• [Data records]:

>>

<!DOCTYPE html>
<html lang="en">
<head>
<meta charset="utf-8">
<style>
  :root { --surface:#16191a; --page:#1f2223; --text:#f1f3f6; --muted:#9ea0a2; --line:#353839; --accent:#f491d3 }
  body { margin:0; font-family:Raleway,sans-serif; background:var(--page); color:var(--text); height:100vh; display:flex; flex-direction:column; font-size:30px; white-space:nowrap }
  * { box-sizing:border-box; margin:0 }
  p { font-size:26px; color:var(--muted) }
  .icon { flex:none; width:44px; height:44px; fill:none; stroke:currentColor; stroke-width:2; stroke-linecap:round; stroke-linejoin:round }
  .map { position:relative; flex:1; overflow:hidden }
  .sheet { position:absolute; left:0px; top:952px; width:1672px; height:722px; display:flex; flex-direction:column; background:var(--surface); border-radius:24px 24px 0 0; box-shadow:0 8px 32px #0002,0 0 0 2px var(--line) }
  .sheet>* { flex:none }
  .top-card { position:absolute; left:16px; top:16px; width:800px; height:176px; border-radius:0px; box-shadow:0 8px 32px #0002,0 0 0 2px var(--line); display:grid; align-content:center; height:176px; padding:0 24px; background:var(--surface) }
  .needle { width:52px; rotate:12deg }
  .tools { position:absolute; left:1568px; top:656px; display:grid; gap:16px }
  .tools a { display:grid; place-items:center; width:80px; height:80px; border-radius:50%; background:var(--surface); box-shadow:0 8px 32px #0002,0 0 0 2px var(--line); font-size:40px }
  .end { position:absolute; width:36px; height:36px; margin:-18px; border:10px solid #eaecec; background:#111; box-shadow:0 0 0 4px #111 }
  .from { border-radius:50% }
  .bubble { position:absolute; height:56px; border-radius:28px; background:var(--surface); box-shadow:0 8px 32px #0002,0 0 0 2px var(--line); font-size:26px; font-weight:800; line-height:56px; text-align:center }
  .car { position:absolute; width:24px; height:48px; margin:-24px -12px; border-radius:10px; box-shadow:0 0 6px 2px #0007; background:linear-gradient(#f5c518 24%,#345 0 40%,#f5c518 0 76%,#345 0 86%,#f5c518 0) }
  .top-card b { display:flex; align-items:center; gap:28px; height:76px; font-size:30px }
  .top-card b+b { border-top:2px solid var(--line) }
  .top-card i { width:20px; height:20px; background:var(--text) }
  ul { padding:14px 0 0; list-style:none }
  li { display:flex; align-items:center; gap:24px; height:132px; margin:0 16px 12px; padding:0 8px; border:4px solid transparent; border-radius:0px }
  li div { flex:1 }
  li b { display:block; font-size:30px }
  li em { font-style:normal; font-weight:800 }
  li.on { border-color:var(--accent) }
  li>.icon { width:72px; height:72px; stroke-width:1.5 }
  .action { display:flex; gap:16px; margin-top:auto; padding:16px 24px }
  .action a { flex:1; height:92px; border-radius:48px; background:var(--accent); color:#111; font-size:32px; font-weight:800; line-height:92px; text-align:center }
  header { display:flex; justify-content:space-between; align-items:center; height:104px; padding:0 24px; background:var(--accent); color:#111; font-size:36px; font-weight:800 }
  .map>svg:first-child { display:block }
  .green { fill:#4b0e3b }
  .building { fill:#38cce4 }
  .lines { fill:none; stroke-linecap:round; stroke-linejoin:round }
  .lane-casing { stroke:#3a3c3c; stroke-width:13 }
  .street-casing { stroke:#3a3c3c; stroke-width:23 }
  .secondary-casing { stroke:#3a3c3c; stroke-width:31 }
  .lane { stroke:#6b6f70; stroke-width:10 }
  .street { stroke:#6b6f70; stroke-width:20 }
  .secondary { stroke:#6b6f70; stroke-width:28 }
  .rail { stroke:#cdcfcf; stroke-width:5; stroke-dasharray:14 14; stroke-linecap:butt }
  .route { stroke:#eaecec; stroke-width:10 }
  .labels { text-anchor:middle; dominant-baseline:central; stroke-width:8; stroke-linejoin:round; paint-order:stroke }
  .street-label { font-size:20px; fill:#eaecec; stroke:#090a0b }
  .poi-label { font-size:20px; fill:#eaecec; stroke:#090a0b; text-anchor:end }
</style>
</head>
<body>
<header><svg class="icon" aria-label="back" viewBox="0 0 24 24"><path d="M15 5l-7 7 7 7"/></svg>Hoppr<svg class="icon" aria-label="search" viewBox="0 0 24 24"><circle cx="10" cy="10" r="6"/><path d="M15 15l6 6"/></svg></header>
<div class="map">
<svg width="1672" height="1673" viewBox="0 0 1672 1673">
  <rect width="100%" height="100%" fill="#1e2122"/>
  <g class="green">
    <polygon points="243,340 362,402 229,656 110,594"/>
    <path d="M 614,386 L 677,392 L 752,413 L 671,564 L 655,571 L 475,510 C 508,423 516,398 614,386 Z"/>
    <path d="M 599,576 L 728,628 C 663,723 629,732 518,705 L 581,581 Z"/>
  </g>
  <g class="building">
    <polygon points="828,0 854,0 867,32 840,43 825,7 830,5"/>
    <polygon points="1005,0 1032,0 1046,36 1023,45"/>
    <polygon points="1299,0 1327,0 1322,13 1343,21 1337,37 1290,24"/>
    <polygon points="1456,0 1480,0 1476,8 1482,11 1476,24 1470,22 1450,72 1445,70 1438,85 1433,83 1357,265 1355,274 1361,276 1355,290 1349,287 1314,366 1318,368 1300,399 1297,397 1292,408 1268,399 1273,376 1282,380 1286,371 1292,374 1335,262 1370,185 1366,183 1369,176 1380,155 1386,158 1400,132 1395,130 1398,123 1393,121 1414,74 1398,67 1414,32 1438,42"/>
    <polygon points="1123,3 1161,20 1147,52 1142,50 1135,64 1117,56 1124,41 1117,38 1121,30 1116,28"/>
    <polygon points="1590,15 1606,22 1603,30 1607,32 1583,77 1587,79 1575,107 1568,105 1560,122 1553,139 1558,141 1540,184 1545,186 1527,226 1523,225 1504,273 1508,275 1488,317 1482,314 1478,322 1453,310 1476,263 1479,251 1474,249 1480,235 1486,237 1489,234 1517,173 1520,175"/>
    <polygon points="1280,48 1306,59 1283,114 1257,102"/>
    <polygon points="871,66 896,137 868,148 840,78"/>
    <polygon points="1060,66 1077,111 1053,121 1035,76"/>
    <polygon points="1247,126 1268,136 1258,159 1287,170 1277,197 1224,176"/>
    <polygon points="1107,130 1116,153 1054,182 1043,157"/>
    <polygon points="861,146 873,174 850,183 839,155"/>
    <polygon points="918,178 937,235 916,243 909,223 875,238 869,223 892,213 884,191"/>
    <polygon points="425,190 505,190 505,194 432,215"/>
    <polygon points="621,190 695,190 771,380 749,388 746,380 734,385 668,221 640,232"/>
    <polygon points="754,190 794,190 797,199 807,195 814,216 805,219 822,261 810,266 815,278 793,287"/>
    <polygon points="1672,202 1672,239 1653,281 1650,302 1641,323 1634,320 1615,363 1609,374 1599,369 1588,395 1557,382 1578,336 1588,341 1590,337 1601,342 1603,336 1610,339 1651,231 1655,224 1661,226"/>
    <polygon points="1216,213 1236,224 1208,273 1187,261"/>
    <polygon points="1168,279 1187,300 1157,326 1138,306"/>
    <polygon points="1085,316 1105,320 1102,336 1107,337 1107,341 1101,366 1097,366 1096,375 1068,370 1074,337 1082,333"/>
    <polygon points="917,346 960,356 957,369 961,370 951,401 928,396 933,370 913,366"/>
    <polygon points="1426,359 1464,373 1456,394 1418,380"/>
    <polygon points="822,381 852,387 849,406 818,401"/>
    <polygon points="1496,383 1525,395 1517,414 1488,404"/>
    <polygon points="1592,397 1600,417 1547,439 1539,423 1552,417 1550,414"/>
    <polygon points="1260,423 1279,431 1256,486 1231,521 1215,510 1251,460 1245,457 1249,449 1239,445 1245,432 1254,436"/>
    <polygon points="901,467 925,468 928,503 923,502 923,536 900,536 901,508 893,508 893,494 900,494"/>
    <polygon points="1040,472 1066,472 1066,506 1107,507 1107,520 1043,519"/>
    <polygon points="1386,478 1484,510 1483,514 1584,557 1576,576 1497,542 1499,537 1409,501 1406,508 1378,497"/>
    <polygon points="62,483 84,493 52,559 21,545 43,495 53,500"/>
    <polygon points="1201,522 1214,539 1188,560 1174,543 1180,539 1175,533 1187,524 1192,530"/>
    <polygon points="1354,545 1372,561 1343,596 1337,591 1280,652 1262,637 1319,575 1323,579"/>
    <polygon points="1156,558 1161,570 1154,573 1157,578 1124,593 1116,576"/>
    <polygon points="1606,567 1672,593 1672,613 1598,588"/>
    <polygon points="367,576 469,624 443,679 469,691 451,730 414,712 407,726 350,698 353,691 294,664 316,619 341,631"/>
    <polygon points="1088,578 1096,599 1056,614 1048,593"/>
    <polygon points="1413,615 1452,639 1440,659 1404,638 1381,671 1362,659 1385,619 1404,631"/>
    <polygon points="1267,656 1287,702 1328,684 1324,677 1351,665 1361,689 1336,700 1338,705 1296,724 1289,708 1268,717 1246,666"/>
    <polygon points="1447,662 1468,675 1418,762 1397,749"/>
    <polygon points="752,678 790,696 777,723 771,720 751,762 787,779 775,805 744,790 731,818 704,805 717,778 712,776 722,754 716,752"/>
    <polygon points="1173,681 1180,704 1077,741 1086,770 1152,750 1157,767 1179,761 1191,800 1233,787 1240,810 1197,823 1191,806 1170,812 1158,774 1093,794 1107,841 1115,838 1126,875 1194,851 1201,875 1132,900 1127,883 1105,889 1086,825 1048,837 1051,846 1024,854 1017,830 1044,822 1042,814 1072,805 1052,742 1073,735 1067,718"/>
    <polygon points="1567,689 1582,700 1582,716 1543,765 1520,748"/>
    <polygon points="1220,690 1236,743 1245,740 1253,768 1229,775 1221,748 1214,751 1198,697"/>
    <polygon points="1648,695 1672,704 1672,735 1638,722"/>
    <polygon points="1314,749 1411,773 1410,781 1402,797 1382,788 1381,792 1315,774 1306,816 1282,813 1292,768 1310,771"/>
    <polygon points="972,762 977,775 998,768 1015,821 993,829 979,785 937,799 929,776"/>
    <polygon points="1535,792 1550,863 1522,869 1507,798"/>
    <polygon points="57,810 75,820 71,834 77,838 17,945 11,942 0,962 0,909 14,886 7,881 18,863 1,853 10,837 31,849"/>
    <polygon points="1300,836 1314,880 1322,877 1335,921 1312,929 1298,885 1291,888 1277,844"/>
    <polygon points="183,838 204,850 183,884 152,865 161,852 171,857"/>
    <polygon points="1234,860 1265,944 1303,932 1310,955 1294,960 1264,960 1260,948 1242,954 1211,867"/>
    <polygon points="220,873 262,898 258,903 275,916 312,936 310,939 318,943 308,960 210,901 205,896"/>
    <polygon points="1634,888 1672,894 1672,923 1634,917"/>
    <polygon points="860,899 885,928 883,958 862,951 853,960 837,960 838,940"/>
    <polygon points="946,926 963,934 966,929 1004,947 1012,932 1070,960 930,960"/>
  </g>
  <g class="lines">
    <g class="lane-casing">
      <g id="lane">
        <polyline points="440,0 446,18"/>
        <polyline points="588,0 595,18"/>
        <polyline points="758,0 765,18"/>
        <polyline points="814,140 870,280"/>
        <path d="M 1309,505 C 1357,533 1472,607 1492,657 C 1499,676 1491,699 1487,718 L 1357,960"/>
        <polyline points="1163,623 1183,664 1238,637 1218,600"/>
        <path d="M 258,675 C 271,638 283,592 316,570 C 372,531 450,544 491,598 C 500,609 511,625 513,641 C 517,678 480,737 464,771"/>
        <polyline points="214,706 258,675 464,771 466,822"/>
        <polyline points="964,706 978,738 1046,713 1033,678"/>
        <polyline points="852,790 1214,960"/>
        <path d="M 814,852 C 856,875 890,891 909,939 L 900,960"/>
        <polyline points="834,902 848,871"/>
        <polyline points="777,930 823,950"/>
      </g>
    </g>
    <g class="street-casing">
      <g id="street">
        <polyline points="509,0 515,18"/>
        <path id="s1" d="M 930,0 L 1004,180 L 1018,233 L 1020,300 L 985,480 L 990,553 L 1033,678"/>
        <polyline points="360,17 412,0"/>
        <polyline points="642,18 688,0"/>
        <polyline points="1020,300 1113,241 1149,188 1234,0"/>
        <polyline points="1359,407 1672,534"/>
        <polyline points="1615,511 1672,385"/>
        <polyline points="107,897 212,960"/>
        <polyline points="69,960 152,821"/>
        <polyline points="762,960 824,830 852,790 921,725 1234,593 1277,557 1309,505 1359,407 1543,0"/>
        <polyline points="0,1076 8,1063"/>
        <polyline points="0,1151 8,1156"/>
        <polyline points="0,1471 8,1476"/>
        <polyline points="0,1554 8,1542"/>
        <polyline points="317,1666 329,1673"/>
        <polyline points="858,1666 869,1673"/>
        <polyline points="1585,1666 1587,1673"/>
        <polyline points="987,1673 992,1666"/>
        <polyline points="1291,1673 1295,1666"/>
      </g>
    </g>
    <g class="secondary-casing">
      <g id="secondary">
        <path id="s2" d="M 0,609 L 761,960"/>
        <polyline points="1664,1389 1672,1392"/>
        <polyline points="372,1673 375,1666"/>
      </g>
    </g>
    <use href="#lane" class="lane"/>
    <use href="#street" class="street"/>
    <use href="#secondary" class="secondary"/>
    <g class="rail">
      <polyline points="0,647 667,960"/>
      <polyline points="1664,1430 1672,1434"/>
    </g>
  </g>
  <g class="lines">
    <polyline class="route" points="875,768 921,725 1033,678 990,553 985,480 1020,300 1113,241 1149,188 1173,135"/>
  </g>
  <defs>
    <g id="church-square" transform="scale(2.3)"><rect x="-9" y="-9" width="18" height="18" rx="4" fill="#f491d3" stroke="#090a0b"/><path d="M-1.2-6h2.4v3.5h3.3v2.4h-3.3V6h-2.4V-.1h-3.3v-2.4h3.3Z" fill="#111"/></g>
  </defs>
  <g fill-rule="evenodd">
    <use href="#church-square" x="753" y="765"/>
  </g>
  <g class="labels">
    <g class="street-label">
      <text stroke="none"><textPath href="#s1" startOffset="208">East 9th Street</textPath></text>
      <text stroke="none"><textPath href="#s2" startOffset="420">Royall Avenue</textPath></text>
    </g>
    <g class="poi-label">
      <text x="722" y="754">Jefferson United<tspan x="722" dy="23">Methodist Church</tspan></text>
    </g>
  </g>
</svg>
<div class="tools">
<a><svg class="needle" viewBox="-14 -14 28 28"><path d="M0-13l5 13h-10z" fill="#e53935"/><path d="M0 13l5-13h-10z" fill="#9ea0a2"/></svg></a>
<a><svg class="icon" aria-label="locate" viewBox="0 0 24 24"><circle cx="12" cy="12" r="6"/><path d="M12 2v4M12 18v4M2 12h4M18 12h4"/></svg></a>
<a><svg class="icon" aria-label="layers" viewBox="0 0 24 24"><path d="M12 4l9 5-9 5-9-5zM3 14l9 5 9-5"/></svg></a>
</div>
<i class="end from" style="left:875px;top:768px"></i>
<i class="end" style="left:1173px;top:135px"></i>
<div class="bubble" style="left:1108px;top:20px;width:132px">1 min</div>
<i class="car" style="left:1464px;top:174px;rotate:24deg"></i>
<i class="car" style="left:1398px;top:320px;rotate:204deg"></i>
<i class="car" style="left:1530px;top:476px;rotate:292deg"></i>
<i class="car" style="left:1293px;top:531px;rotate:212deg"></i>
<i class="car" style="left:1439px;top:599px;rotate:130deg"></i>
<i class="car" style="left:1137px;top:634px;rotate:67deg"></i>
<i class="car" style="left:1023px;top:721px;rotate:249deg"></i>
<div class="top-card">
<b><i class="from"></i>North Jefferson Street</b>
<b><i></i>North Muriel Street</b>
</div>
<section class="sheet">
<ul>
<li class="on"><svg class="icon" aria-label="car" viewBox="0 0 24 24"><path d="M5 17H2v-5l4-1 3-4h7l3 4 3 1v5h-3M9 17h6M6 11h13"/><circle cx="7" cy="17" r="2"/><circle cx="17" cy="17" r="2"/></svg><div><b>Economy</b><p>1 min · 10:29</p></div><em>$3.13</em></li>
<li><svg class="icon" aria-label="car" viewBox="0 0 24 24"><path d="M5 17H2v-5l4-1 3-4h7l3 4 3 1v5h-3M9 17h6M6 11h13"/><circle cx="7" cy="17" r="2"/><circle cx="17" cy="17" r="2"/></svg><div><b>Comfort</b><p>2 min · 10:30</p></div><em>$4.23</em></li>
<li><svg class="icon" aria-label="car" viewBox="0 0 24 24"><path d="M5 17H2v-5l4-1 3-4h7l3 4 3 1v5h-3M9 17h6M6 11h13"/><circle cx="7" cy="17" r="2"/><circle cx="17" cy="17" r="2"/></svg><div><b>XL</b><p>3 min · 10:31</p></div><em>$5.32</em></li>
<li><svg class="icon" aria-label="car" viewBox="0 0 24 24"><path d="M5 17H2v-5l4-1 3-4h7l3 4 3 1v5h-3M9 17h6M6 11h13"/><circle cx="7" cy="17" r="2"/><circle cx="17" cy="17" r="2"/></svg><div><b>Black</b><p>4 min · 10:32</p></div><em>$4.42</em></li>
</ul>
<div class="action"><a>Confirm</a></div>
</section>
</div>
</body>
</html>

<<

• [What the task asks]:
Your task is to transcribe, with no changes, only the lines of the listing above that lie between the line holding "position:absolute; left:0px; top:952px;" and the line holding "position:absolute; height:56px; border-radius:28px;", inclusive.

• [Your solution]:
  .sheet { position:absolute; left:0px; top:952px; width:1672px; height:722px; display:flex; flex-direction:column; background:var(--surface); border-radius:24px 24px 0 0; box-shadow:0 8px 32px #0002,0 0 0 2px var(--line) }
  .sheet>* { flex:none }
  .top-card { position:absolute; left:16px; top:16px; width:800px; height:176px; border-radius:0px; box-shadow:0 8px 32px #0002,0 0 0 2px var(--line); display:grid; align-content:center; height:176px; padding:0 24px; background:var(--surface) }
  .needle { width:52px; rotate:12deg }
  .tools { position:absolute; left:1568px; top:656px; display:grid; gap:16px }
  .tools a { display:grid; place-items:center; width:80px; height:80px; border-radius:50%; background:var(--surface); box-shadow:0 8px 32px #0002,0 0 0 2px var(--line); font-size:40px }
  .end { position:absolute; width:36px; height:36px; margin:-18px; border:10px solid #eaecec; background:#111; box-shadow:0 0 0 4px #111 }
  .from { border-radius:50% }
  .bubble { position:absolute; height:56px; border-radius:28px; background:var(--surface); box-shadow:0 8px 32px #0002,0 0 0 2px var(--line); font-size:26px; font-weight:800; line-height:56px; text-align:center }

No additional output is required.